Trump kann den Krieg nicht beenden: Warum sein Friedensplan tatsächlich Putins Interessen dient.
Nach Angaben von ТСН: Der Präsident der Vereinigten Staaten, Donald Trump, ist sich bewusst, dass er den Krieg zwischen Russland und der Ukraine nicht beenden kann, und seine Aussagen über Friedensverträge haben laut Experten keine reale Grundlage.
Diese Meinung äußerte der Polittechnologe Michail Sheitelman in einem Interview.
Er merkt an, dass die aktuellen amerikanischen Vorschläge für die Ukraine faktisch dem Kreml helfen und nicht zu echtem Frieden führen.
Sheitelman wies darauf hin, dass von der Ukraine heute ein Rückzug von den Teilen der Donbass-Region erwartet wird, die Russland nicht militärisch erobern konnte.

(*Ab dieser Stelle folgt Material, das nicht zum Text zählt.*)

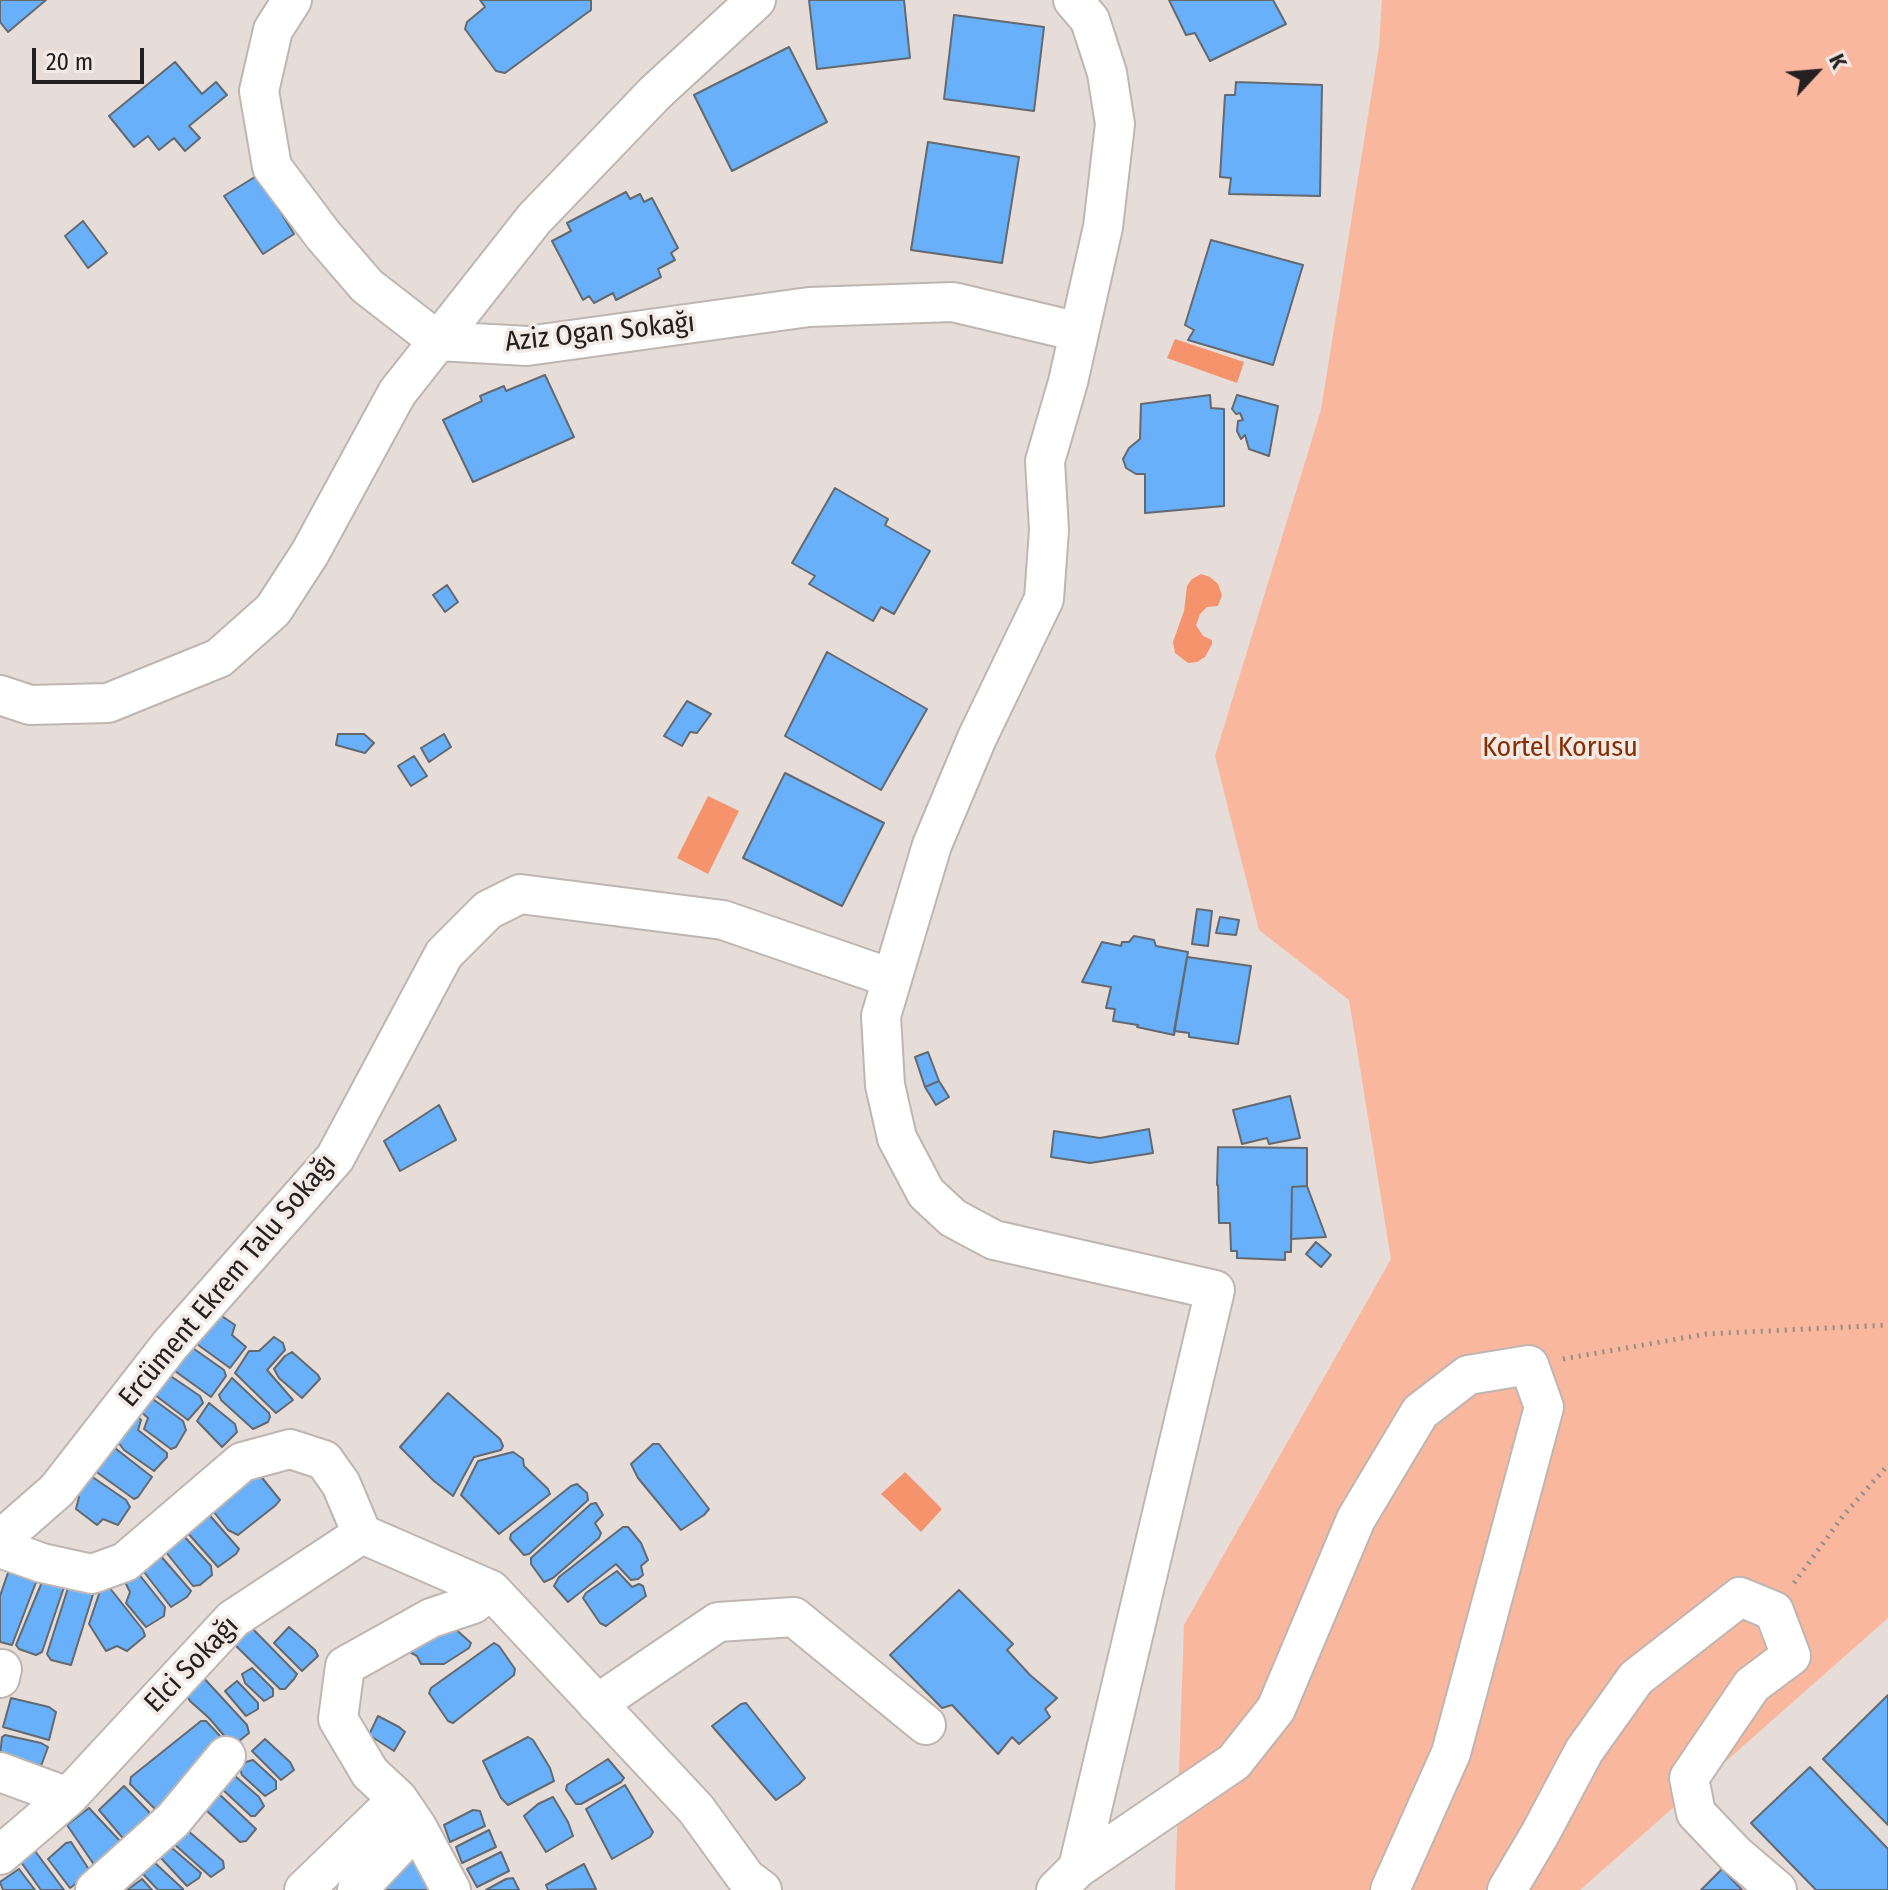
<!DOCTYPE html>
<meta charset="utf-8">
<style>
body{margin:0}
#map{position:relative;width:1888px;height:1890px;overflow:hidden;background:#e6dcd8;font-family:"Fira Sans Condensed",sans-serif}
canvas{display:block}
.north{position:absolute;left:1776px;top:32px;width:80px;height:80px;-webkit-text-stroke:6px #f3e9e5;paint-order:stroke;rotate:64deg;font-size:22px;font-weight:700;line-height:32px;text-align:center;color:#24201f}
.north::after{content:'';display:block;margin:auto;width:28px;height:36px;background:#24201f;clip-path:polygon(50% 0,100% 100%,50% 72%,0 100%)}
.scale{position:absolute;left:32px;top:48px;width:112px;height:36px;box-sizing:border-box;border:4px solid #24201f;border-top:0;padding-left:10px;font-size:24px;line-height:28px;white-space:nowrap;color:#24201f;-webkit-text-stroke:6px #f3e9e5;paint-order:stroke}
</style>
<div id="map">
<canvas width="1888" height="1890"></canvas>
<div class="north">K</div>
<div class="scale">20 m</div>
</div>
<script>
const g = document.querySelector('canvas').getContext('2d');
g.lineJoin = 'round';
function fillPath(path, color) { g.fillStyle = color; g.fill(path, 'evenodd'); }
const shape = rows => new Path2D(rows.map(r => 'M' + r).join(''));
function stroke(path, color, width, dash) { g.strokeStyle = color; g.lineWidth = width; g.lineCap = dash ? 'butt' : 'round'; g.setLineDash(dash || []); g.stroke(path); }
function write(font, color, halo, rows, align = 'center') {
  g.font = font + ' "Fira Sans Condensed",sans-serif'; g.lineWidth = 7; g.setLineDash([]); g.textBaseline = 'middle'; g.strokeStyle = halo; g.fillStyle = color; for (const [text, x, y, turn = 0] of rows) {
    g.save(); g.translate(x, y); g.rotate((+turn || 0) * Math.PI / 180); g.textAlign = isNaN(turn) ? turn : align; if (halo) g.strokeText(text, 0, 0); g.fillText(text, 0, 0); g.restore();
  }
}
fillPath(shape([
 [1382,0,1888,0,1888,1618,1580,1890,1175,1890,1184,1625,1391,1259,1349,1000,1259,930,1215,756,1321,410,1379,47]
]), '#f9b79e');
fillPath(shape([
 [1175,339,1244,362,1237,383,1167,358],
 [1201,574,1210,577,1218,584,1222,595,1218,606,1207,607,1200,614,1196,625,1203,636,1212,640,1212,644,1205,657,1197,662,1188,663,1175,653,1173,642,1184,611,1187,586,1192,579],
 [708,796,739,811,708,874,677,858],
 [905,1472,942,1509,921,1532,881,1494]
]), '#f5936d');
const building = shape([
 [0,0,46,0,8,32,0,22,0,0],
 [480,0,591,0,591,10,505,73,496,71,465,29,467,22,485,7,480,0],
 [809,0,904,0,910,58,817,69,809,0],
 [1169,0,1273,0,1286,24,1210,61,1195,33,1186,35,1169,0],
 [954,15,1044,27,1034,111,944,99,954,15],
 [789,47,827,122,732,171,694,95,789,47],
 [175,62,202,94,216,82,227,95,189,126,200,138,185,151,174,138,159,150,148,136,134,147,109,116,175,62],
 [1236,82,1322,85,1320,196,1229,194,1231,178,1220,177,1225,95,1235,95,1236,82],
 [928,142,1019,157,1002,263,911,250,928,142],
 [258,175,294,234,263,254,224,196,258,175],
 [626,192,630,199,640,194,644,202,652,198,678,248,671,253,675,260,658,269,661,277,616,300,613,293,594,303,589,296,583,300,552,241,571,231,567,223,626,192],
 [83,221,107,253,88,268,65,236,83,221],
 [1211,240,1303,265,1273,365,1188,340,1194,330,1185,325,1211,240],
 [545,375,574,437,473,482,443,420,482,401,480,396,504,386,506,391,545,375],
 [1210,395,1211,408,1224,409,1224,506,1145,513,1145,474,1136,474,1126,468,1123,459,1129,448,1140,439,1141,404,1210,395],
 [1237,395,1278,406,1269,456,1249,449,1245,435,1241,439,1237,431,1238,421,1243,420,1240,413,1236,414,1232,409,1237,395],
 [835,488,888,519,885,525,930,551,894,614,881,607,873,621,809,584,815,576,792,563,835,488],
 [447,585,458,602,445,612,433,595,447,585],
 [827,652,927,709,881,790,785,736,827,652],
 [687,701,711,714,697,733,690,732,682,746,664,736,687,701],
 [338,734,364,734,374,743,365,753,336,745,338,734],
 [444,734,451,747,429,762,421,748,444,734],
 [414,756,427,776,411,786,398,766,414,756],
 [785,773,884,823,842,906,743,858,785,773],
 [1197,909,1212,911,1208,946,1192,944,1197,909],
 [1220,917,1239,920,1236,935,1216,933,1220,917],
 [1134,936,1154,940,1156,946,1188,952,1174,1035,1137,1027,1138,1025,1113,1021,1115,1009,1106,1008,1111,987,1082,982,1102,942,1121,946,1122,942,1129,942,1134,936],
 [1187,957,1251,966,1238,1044,1189,1037,1189,1033,1174,1031,1187,957],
 [928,1052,939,1081,925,1087,915,1057,928,1052],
 [939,1081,949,1097,936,1105,925,1087,939,1081],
 [1290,1096,1300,1138,1269,1144,1267,1138,1242,1144,1233,1110,1290,1096],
 [439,1105,456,1140,400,1171,384,1141,439,1105],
 [1149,1129,1153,1153,1090,1163,1051,1157,1054,1131,1100,1138,1149,1129],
 [1218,1147,1307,1148,1307,1186,1292,1187,1291,1252,1285,1252,1285,1260,1237,1258,1237,1251,1231,1251,1230,1223,1219,1223,1218,1185,1217,1185,1218,1147],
 [1307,1186,1326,1237,1291,1239,1292,1187,1307,1186],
 [1316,1242,1331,1255,1321,1267,1306,1254,1316,1242],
 [210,1308,235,1325,232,1335,246,1347,230,1368,190,1339,210,1308],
 [274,1337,283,1343,285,1350,267,1370,293,1400,276,1413,235,1373,249,1351,259,1351,274,1337],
 [187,1344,224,1370,226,1376,211,1397,168,1366,187,1344],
 [292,1352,318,1375,320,1379,302,1398,279,1378,274,1369,285,1356,292,1352],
 [163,1371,200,1396,203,1403,188,1420,151,1392,163,1371],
 [232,1378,269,1413,270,1417,268,1422,253,1429,221,1400,219,1395,232,1378],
 [448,1393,500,1439,503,1446,501,1450,474,1457,453,1496,434,1481,400,1447,448,1393],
 [150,1397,183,1421,186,1430,176,1447,171,1449,144,1429,148,1418,138,1409,150,1397],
 [209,1403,235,1424,237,1432,222,1447,197,1421,209,1403],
 [135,1414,141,1420,138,1430,167,1453,167,1457,154,1471,124,1450,115,1438,135,1414],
 [653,1444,659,1444,709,1509,704,1515,681,1530,638,1478,631,1464,653,1444],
 [111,1445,152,1477,138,1497,134,1499,91,1468,111,1445],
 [513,1452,523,1459,524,1466,548,1489,550,1494,499,1534,461,1495,478,1461,513,1452],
 [251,1470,259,1474,280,1500,276,1505,238,1535,228,1530,210,1507,251,1470],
 [88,1474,126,1500,130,1507,118,1525,103,1519,97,1525,76,1509,79,1497,74,1489,88,1474],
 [577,1484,587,1493,588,1500,529,1554,524,1555,510,1539,511,1534,571,1486,577,1484],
 [596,1503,603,1515,595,1523,601,1533,599,1538,553,1578,544,1582,531,1564,531,1558,591,1504,596,1503],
 [206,1511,239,1549,236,1554,218,1567,186,1531,206,1511],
 [623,1527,628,1527,641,1543,648,1560,641,1566,643,1575,638,1579,631,1580,616,1564,568,1602,554,1586,559,1577,623,1527],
 [182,1534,211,1566,212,1575,200,1585,193,1586,162,1547,182,1534],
 [159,1554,191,1591,187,1597,171,1607,141,1568,159,1554],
 [9,1570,38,1577,12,1645,0,1642,0,1596,9,1570],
 [617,1571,632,1587,639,1584,643,1586,646,1596,606,1626,600,1623,583,1598,586,1593,617,1571],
 [138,1573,165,1607,164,1616,146,1627,126,1603,130,1592,124,1580,138,1573],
 [42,1582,64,1587,42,1652,36,1655,19,1649,16,1645,42,1582],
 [109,1587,143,1630,145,1636,127,1651,117,1646,106,1651,89,1624,101,1588,109,1587],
 [68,1588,95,1588,71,1665,51,1660,47,1654,68,1588],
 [959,1590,1013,1644,1007,1650,1030,1675,1057,1698,1045,1709,1050,1717,1019,1744,1012,1737,998,1754,952,1705,942,1708,890,1655,959,1590],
 [246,1622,297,1674,294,1679,285,1689,280,1689,235,1645,230,1635,246,1622],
 [452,1626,471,1643,469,1648,444,1664,421,1664,417,1656,406,1650,452,1626],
 [289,1627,315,1650,318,1656,302,1671,274,1643,289,1627],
 [494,1643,499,1646,515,1669,514,1675,453,1723,448,1721,429,1693,431,1688,494,1643],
 [252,1668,273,1689,273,1696,264,1701,245,1683,242,1674,252,1668],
 [201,1675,247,1725,249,1733,233,1746,209,1718,190,1701,183,1689,201,1675],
 [237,1681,258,1703,258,1709,246,1716,225,1691,237,1681],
 [1888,1695,1888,1825,1823,1759,1888,1695],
 [11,1698,49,1707,56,1712,49,1740,3,1727,11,1698],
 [746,1703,805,1778,799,1784,776,1800,712,1726,741,1704,746,1703],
 [378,1716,399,1727,405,1732,394,1751,369,1735,378,1716],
 [201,1721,206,1721,220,1736,221,1742,159,1813,130,1784,131,1777,201,1721],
 [5,1735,41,1743,48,1747,41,1766,0,1755,2,1737,5,1735],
 [528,1737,533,1740,550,1768,554,1781,508,1805,501,1798,483,1761,528,1737],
 [265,1739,290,1762,294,1770,281,1780,252,1751,265,1739],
 [608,1759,624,1778,621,1782,581,1804,576,1804,566,1790,567,1785,608,1759],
 [253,1760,276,1781,276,1789,265,1796,242,1775,240,1769,246,1762,253,1760],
 [1810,1767,1888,1849,1888,1890,1816,1890,1751,1823,1810,1767],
 [235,1776,259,1797,264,1806,255,1816,251,1816,221,1788,235,1776],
 [625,1785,653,1832,650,1837,612,1859,586,1809,625,1785],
 [124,1786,149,1812,150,1820,127,1843,99,1810,124,1786],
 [218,1793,256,1829,246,1841,240,1842,206,1810,218,1793],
 [553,1797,568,1822,573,1836,546,1852,524,1816,538,1804,553,1797],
 [89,1808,119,1840,121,1849,97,1869,67,1825,89,1808],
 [473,1810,480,1811,485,1826,450,1842,444,1825,473,1810],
 [187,1830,223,1861,224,1868,211,1877,174,1844,187,1830],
 [489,1830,496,1847,462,1863,456,1847,489,1830],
 [71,1842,88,1868,89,1874,70,1888,48,1859,66,1843,71,1842],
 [172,1848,201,1873,199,1878,187,1886,160,1857,172,1848],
 [35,1851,64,1890,41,1890,21,1862,30,1852,35,1851],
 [501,1852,509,1871,477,1887,467,1869,501,1852],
 [405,1853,414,1861,436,1890,372,1890,405,1853],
 [155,1863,183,1889,183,1890,158,1890,143,1874,155,1863],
 [584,1864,596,1889,548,1890,546,1885,584,1864],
 [19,1869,35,1890,3,1890,0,1882,19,1869],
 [1722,1869,1742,1890,1701,1890,1722,1869],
 [513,1878,519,1890,486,1890,506,1879,513,1878],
 [142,1879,152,1890,127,1890,142,1879]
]);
fillPath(building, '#68b1fa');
stroke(building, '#63696f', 2);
const minor = shape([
 [292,0,273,30,259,91,272,167,323,235,367,286,438,341,527,346,809,307,953,302,1079,332],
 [1073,0,1090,20,1107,73,1115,124,1103,227,1068,382,1045,461,1049,530,1044,599,977,738,932,845,881,1016,885,1085,897,1138,926,1193,953,1218,994,1240,1215,1290,1078,1868],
 [0,695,30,705,108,703,219,658,273,610,310,553,397,393,534,219,655,93,756,0],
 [362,1534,491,1590,696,1809,746,1878,762,1890],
 [0,1540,57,1490,170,1345,335,1158,444,954,488,910,520,894,723,920,891,978],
 [0,1548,42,1563,92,1574,125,1562,242,1462,290,1449,324,1460,341,1484,362,1534,233,1619,68,1797,0,1855],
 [0,1669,2,1669,0,1678],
 [597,1704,718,1622,794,1617,926,1725],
 [0,1772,68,1797],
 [398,1799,370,1773,338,1719,345,1666,431,1618,473,1604,491,1590],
 [417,1827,451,1890],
 [95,1890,173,1820,226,1756],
 [304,1890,398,1799,417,1827,357,1890],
 [1056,1890,1078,1868,1234,1762,1276,1709,1356,1519,1420,1412,1468,1375,1529,1365,1544,1407,1451,1753,1390,1890],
 [1507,1890,1540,1834,1584,1751,1636,1678,1740,1597,1774,1611,1791,1656,1752,1685,1689,1778,1696,1813,1736,1855,1777,1890]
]);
stroke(minor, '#bfb5b1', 42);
stroke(shape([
 [1563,1359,1706,1334,1888,1325],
 [1794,1583,1843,1516,1888,1465]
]), '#948d8a', 5, [2, 6]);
stroke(minor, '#fff', 38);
write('28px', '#24201f', '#f3e9e5', [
 ["Aziz Ogan Sokağı",600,333,-6],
 ["Ercüment Ekrem Talu Sokağı",228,1281,-50],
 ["Elci Sokağı",192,1665,-46]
]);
write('28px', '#852f03', '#f3e9e5', [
 ["Kortel Korusu",1560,748]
]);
</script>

Der Experte ist der Meinung, dass die USA der Ukraine anbieten, Russland das zu übergeben, was sie nicht auf dem Schlachtfeld erreichen konnte. Donald Trump agiert seiner Meinung nach nicht als Vermittler, sondern mehr auf der Seite von Wladimir Putin.
Warum der Krieg wieder aufflammt
Der Polittechnologe betonte, dass kein ähnlicher "Friedensvertrag" den Krieg für lange Zeit stoppen wird.
Er erinnerte an andere internationale Konflikte, in denen während Trumps Amtszeit Frieden ausgerufen wurde, aber die Kampfhandlungen bald wieder Aufnahme fanden. Als Beispiel nannte er die Situation zwischen Thailand und Kambodscha, wo der Konflikt nach Friedensverhandlungen wieder eskalierte.
Ein weiteres Beispiel ist das Abkommen zwischen Israel und Hamas, das mehr als 20 Punkte umfasste. Trotz langwieriger Verhandlungen und der Teilnahme eines US-Sonderbotschafters wurden tatsächlich nur zwei Punkte umgesetzt - der Austausch von Geiseln und der vorübergehende Abzug der Truppen.
Seiner Meinung nach gab es keinen vollständigen Friedensvertrag: Israel setzte die militärischen Aktionen fort und zerstörte schrittweise die Kämpfer und übernahm neue Gebiete.
Sheitelman zog einen Parallel zur Situation in Gaza und den aktuellen Vorschlägen für die Ukraine. Er erklärte, dass der Ukraine angeboten wird, dem Verlust von Teilen ihres Territoriums zuzustimmen, obwohl Russland nicht von seinen Plänen ablassen wird, die ukrainische Staatlichkeit zu zerstören.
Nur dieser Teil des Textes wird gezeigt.